WORK TASK →
The required output is every line from the beginning of the entries below through the line that includes "I am building", copied exactly.

Dataset entries:
=== Section Start ===

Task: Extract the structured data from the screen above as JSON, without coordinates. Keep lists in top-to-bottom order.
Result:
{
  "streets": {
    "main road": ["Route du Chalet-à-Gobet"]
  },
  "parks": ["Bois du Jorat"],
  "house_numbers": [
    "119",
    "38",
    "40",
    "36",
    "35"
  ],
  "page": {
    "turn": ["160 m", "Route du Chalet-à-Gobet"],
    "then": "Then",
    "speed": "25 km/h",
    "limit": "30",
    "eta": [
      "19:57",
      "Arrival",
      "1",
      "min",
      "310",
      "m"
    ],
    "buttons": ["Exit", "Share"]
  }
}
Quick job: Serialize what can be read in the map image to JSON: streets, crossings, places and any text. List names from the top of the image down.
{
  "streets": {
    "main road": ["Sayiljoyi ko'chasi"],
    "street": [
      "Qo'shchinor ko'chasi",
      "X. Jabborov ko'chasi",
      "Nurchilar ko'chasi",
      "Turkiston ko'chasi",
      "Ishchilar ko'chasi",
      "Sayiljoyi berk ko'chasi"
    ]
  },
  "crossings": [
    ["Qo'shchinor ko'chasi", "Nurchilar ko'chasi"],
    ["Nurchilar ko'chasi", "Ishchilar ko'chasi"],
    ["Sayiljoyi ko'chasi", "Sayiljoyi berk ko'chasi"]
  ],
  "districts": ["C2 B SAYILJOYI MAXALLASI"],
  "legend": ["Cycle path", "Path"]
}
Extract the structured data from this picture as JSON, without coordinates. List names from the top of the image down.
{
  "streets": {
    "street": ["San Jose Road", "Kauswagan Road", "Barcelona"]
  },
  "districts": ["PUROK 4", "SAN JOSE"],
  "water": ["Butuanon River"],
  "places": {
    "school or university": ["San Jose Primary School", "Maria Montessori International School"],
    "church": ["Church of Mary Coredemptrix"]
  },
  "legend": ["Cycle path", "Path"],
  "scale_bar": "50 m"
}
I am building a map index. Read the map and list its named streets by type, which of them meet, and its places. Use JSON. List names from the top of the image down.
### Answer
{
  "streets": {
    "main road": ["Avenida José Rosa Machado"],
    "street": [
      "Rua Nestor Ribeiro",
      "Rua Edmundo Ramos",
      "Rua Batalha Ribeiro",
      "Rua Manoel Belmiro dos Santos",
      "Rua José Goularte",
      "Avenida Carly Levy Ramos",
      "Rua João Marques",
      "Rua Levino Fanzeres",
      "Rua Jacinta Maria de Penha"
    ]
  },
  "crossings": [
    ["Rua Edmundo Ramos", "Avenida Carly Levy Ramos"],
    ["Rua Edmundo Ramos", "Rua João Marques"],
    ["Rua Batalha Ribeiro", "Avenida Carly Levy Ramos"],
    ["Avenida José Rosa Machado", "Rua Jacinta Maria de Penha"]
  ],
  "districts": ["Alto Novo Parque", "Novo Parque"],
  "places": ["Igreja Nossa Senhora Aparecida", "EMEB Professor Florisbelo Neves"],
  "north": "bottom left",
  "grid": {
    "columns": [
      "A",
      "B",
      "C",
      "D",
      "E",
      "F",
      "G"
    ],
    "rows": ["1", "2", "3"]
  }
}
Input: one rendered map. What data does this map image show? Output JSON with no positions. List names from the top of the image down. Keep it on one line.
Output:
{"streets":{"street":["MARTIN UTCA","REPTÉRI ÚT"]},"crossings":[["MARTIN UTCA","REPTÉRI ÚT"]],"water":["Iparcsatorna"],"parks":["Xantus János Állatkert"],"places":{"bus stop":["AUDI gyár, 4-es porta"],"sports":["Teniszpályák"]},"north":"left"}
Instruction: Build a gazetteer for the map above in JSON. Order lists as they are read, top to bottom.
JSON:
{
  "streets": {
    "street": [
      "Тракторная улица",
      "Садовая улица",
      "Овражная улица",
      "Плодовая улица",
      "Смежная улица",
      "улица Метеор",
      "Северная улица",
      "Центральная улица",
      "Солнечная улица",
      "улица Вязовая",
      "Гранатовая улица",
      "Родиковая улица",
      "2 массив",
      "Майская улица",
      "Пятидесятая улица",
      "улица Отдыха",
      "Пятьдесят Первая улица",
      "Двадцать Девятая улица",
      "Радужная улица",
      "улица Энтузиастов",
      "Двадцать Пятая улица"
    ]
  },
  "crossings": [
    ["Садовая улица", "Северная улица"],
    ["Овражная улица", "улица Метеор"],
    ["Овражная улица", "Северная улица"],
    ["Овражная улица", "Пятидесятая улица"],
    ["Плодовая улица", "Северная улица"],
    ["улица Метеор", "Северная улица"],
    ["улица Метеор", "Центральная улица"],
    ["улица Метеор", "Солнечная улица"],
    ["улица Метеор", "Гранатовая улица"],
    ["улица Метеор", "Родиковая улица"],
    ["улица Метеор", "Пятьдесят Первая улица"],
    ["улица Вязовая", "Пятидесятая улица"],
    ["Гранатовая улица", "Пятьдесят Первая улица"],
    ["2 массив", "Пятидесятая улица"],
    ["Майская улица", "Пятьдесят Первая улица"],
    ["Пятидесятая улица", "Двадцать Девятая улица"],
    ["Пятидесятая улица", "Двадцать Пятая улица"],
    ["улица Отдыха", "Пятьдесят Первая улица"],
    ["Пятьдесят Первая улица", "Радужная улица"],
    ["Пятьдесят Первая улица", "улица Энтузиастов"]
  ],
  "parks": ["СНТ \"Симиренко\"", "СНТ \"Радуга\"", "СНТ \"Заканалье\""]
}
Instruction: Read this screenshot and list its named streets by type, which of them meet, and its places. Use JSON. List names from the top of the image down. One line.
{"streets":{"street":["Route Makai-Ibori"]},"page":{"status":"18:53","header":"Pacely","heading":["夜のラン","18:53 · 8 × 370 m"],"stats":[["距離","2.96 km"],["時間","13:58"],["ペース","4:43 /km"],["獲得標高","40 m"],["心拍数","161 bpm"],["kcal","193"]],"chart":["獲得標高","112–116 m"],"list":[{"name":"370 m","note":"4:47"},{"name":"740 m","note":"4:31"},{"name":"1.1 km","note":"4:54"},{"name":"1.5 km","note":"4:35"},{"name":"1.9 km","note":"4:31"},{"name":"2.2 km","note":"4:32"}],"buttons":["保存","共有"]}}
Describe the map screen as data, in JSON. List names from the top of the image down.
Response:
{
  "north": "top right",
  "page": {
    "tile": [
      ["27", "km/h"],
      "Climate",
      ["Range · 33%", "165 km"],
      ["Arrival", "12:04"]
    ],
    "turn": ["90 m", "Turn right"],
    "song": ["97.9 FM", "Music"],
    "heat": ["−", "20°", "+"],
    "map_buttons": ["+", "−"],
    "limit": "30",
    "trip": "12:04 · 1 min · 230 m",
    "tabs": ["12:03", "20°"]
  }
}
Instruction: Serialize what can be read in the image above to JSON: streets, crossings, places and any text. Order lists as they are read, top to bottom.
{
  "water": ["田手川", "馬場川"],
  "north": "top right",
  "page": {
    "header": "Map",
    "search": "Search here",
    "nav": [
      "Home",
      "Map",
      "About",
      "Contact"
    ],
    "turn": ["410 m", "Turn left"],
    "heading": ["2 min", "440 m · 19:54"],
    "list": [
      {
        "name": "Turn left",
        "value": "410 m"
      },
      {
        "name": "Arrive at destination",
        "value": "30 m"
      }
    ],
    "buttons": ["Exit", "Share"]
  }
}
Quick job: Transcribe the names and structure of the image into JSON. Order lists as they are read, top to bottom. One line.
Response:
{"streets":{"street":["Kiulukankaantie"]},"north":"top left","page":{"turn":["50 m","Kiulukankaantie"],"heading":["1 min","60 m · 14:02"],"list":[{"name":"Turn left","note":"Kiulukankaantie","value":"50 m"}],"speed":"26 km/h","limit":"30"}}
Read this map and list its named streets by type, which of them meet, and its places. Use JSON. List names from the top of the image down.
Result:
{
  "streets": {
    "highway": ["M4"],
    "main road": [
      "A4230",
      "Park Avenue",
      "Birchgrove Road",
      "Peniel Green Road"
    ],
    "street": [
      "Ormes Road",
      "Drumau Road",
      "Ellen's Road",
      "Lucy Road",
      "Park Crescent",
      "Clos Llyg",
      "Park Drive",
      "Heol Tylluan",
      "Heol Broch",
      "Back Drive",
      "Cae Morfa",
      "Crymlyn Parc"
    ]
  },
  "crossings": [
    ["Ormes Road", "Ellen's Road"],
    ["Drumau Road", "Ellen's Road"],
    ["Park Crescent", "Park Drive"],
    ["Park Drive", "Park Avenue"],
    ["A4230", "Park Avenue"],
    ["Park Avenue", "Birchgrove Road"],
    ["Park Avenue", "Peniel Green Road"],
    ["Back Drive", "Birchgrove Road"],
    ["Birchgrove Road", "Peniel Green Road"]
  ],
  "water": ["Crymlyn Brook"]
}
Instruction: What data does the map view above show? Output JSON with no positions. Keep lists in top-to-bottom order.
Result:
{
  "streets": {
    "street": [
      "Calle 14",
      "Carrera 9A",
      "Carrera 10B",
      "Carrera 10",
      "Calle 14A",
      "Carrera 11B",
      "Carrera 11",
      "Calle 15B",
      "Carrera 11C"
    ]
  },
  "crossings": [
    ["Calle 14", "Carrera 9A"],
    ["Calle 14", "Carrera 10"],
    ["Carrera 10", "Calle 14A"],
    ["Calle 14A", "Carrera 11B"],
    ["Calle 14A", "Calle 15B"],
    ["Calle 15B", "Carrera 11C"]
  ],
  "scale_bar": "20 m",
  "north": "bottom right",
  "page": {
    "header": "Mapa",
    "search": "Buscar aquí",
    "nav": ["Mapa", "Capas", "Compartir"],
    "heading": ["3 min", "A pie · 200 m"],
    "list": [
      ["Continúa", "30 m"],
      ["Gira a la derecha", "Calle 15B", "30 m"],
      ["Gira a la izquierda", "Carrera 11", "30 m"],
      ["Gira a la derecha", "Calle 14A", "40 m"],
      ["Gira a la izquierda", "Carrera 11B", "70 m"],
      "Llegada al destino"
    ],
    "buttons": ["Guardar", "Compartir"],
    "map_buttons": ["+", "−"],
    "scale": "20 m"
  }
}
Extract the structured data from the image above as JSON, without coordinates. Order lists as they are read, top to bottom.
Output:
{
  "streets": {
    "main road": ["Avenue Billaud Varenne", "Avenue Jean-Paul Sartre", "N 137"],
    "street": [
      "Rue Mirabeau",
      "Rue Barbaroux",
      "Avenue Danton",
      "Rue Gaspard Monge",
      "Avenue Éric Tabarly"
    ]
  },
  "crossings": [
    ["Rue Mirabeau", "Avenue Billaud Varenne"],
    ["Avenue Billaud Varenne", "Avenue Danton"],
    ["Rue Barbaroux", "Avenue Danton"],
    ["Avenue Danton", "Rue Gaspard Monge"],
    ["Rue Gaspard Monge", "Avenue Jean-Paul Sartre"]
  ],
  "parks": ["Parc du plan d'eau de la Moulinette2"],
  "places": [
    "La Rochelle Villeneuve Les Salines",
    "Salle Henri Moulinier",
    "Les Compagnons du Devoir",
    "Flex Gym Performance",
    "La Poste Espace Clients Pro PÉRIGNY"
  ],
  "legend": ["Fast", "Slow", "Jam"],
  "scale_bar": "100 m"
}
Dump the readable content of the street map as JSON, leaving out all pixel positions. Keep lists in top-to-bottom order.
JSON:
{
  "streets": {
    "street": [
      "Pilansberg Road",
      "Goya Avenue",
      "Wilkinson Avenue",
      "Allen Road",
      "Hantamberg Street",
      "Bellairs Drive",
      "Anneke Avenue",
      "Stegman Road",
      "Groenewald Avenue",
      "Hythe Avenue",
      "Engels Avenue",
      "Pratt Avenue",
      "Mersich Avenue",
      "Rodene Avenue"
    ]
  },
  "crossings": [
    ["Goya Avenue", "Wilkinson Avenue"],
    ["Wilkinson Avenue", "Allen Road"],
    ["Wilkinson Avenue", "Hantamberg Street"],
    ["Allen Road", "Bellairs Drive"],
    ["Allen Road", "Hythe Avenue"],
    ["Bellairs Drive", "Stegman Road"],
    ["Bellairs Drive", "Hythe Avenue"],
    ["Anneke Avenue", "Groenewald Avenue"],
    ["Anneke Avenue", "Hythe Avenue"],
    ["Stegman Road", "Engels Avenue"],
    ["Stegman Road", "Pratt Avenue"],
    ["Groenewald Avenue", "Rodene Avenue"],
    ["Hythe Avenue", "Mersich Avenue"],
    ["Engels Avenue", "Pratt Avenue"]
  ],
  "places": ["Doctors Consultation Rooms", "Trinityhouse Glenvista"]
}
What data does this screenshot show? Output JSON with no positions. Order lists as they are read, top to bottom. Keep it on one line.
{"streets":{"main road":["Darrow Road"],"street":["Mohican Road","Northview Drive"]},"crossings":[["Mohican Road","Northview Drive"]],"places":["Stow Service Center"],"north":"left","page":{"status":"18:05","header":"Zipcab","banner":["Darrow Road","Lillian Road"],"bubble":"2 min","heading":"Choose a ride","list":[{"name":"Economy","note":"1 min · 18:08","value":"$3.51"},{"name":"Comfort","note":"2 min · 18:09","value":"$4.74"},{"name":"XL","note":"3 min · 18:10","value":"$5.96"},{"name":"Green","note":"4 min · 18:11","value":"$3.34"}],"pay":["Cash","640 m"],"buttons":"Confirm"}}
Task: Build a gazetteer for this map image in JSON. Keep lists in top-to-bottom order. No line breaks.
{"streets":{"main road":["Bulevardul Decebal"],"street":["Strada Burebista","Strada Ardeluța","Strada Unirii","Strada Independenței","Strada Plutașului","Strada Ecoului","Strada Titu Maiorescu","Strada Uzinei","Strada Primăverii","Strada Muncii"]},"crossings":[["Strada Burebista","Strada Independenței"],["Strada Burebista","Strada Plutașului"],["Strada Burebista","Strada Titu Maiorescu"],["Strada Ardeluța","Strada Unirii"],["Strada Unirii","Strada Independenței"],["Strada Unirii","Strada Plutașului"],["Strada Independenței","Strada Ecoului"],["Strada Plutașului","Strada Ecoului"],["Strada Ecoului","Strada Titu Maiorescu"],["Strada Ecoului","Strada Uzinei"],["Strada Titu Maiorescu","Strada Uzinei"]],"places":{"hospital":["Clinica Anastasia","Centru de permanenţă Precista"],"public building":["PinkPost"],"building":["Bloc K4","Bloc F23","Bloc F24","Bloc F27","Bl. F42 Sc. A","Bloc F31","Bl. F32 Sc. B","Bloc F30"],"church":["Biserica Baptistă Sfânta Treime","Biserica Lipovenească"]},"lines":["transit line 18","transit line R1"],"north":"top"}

=== Section End ===

RESULT OF THE TASK →
Task: Extract the structured data from the screen above as JSON, without coordinates. Keep lists in top-to-bottom order.
Result:
{
  "streets": {
    "main road": ["Route du Chalet-à-Gobet"]
  },
  "parks": ["Bois du Jorat"],
  "house_numbers": [
    "119",
    "38",
    "40",
    "36",
    "35"
  ],
  "page": {
    "turn": ["160 m", "Route du Chalet-à-Gobet"],
    "then": "Then",
    "speed": "25 km/h",
    "limit": "30",
    "eta": [
      "19:57",
      "Arrival",
      "1",
      "min",
      "310",
      "m"
    ],
    "buttons": ["Exit", "Share"]
  }
}
Quick job: Serialize what can be read in the map image to JSON: streets, crossings, places and any text. List names from the top of the image down.
{
  "streets": {
    "main road": ["Sayiljoyi ko'chasi"],
    "street": [
      "Qo'shchinor ko'chasi",
      "X. Jabborov ko'chasi",
      "Nurchilar ko'chasi",
      "Turkiston ko'chasi",
      "Ishchilar ko'chasi",
      "Sayiljoyi berk ko'chasi"
    ]
  },
  "crossings": [
    ["Qo'shchinor ko'chasi", "Nurchilar ko'chasi"],
    ["Nurchilar ko'chasi", "Ishchilar ko'chasi"],
    ["Sayiljoyi ko'chasi", "Sayiljoyi berk ko'chasi"]
  ],
  "districts": ["C2 B SAYILJOYI MAXALLASI"],
  "legend": ["Cycle path", "Path"]
}
Extract the structured data from this picture as JSON, without coordinates. List names from the top of the image down.
{
  "streets": {
    "street": ["San Jose Road", "Kauswagan Road", "Barcelona"]
  },
  "districts": ["PUROK 4", "SAN JOSE"],
  "water": ["Butuanon River"],
  "places": {
    "school or university": ["San Jose Primary School", "Maria Montessori International School"],
    "church": ["Church of Mary Coredemptrix"]
  },
  "legend": ["Cycle path", "Path"],
  "scale_bar": "50 m"
}
I am building a map index. Read the map and list its named streets by type, which of them meet, and its places. Use JSON. List names from the top of the image down.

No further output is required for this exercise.